Assumptions: 25% to cover vacancy, R&M, CapEx. solid assumption for all the other variables. 20% down with 30 year note at 3.625%. 10 year holding period. B neighborhoods, SFR, IRR includes sale with 6% transactional cost and the annual CF from rent. Tax benefits excluded.

  • Greensboro NC: Purchase 137.5K built 1963, Gross Yield 11.5%, "cap rate" 6.9%, CoC 6.5%, 10 year IRR 14.1%
  • Martinez GA: Purchase 145K built 1970, Gross Yield 10%, "cap rate" 5.9%, CoC 2.7%, 10 year IRR 13%

    Grovetown GA: Purchase 159.7K built 1999 assumes lower maintenance, Gross Yield 9.7%, "cap rate" 6.3%, CoC 4.2%, IRR 14.5%

I should clarify that I don't care about CoC so don't light me up on that. I care about the overall return. Also, I've put in conservative appreciation assumptions in general for area's that have strong economic and population growth. So these deals are very likely to perform better than listed. Obviously I'm saying that because I spent a lot of time finding/negotiating these deals, and they're the best I could do in the current market. I'm just trying to figure out if the issue is that I just suck and didn't realize it, or if the market has really changed that much. One of my current contracts was off MLS and I negotiated the price down, the other had bids over asking but mine was a stronger offer (at asking).

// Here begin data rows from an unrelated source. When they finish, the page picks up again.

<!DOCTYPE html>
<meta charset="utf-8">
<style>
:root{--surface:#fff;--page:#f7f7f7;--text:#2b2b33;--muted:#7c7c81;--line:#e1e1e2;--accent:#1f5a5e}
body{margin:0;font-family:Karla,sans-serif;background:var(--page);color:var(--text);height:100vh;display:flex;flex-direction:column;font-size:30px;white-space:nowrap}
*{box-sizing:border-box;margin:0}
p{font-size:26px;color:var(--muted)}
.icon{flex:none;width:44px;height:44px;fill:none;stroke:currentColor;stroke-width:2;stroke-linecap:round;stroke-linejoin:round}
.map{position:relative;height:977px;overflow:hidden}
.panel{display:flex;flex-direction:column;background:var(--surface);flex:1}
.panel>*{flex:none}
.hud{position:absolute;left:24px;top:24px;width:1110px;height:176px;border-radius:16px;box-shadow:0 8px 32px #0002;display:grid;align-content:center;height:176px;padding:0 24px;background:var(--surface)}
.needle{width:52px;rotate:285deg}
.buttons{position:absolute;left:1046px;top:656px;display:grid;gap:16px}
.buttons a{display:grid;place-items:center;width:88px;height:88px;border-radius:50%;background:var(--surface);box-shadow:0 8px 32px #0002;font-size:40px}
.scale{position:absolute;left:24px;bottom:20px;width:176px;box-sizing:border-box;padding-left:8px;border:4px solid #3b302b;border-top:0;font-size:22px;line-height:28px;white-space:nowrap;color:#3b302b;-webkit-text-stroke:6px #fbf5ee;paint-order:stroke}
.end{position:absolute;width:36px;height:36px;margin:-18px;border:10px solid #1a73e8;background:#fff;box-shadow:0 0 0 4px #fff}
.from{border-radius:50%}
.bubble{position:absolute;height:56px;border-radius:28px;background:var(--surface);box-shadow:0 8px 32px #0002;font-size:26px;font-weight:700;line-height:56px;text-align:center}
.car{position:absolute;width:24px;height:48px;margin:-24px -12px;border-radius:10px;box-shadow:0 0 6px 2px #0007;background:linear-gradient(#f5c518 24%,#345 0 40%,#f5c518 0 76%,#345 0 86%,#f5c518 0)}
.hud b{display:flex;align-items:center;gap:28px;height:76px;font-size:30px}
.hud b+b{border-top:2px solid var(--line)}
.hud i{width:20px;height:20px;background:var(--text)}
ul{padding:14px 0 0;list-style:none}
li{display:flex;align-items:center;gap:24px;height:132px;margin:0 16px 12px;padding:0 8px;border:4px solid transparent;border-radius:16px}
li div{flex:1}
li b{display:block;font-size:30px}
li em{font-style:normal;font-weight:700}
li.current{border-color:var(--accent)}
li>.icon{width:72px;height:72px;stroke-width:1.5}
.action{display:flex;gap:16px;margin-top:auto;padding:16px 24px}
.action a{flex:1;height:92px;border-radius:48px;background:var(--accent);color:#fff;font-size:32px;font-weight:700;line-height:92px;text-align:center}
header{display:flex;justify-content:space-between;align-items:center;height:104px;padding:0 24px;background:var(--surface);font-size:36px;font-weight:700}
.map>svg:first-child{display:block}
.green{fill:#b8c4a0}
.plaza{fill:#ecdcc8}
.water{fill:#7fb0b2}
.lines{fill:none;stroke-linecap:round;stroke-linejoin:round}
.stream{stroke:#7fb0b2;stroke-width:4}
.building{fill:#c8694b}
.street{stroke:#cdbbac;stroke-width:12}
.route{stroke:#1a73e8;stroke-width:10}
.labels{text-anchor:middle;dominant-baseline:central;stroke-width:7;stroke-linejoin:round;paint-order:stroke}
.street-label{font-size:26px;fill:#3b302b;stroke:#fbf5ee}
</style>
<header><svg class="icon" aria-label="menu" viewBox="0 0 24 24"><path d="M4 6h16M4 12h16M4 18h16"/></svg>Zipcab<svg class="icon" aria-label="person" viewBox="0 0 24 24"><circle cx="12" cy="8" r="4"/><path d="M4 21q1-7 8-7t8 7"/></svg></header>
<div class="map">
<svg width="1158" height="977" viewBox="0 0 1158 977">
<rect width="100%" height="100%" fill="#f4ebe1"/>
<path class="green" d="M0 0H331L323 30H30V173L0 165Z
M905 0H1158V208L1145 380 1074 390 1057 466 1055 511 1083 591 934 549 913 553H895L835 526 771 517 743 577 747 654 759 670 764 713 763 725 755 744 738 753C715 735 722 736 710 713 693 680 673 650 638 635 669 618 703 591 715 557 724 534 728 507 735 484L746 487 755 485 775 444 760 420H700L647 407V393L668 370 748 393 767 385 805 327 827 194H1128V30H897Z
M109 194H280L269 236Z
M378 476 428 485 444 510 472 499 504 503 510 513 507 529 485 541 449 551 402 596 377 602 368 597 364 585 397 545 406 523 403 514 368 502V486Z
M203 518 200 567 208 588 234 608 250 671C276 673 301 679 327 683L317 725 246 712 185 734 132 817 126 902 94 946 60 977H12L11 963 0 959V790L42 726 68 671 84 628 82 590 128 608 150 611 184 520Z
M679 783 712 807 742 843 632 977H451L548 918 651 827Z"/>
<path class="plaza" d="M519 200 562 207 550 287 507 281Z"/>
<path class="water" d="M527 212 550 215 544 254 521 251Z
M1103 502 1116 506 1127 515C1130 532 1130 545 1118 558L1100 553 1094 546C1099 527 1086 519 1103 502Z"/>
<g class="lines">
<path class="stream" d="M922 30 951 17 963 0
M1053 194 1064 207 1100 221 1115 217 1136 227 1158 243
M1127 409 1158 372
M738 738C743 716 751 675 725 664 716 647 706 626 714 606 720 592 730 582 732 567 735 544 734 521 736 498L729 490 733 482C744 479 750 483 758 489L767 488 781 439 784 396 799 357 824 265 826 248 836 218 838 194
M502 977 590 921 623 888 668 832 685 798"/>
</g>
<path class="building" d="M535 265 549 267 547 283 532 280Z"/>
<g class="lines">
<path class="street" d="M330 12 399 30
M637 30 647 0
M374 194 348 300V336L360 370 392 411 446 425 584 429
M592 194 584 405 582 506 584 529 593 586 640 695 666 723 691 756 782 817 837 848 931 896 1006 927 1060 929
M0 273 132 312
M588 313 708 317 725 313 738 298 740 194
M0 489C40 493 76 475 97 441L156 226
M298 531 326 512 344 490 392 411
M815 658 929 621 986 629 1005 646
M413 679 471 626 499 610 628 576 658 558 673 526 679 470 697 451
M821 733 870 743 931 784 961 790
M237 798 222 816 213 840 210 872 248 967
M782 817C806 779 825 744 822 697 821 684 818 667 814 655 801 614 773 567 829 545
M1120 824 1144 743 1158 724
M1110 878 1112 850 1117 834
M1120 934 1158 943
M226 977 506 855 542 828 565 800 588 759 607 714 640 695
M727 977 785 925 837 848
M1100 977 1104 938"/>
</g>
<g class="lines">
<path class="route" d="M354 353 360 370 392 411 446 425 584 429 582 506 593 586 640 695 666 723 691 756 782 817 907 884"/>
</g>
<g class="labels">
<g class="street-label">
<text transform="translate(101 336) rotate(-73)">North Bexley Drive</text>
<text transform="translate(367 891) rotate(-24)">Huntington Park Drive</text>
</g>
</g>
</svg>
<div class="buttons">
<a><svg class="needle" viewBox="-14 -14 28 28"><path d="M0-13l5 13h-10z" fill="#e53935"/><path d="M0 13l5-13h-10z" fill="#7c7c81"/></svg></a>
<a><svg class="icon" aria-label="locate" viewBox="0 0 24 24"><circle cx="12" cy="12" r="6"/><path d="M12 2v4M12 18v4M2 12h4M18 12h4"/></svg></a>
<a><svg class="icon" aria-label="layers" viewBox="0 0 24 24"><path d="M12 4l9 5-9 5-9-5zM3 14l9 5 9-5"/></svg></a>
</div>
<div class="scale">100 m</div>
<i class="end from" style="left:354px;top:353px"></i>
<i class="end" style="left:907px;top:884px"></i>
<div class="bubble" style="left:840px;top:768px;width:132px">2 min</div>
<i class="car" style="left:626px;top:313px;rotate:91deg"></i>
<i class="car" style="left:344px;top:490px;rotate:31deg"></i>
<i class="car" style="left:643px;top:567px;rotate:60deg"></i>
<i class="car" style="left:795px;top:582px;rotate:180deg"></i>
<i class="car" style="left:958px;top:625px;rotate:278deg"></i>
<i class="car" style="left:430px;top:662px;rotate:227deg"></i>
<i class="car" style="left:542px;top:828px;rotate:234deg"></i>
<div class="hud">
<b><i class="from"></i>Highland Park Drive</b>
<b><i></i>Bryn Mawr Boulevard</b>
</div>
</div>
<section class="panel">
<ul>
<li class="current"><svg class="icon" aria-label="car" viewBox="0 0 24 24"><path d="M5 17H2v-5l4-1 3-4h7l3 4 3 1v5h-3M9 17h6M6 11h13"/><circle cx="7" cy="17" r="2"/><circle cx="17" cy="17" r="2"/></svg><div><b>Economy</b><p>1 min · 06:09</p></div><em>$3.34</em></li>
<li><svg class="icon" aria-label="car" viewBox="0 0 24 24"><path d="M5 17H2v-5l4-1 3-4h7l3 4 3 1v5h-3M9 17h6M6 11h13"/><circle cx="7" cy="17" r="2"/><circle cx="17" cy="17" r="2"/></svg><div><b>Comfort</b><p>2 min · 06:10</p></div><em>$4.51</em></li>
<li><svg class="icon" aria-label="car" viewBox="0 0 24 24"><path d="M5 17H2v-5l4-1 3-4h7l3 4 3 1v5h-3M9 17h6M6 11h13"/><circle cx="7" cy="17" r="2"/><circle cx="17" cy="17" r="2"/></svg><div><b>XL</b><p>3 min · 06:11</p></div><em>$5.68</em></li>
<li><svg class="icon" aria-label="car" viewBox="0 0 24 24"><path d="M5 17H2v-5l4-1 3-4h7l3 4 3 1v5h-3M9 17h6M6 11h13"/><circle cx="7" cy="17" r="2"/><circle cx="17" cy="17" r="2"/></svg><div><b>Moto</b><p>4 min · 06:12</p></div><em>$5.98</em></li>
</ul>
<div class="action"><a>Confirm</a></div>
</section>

Honestly I'm just second guessing myself a bit now. I know I'm getting some of the better deals available for turnkey in these markets. That doesn't mean they aren't the best of a lot of crap opportunity. At the end of the day I might have been better leaving my money in the Stock Market. Are you guys seeing better deals than this in good second tier markets? Is there something I'm missing? Why they hell are we buying SFR? Disclaimer - this has been bugging me for a bit and it's now 2am, normally I'm more optimistic.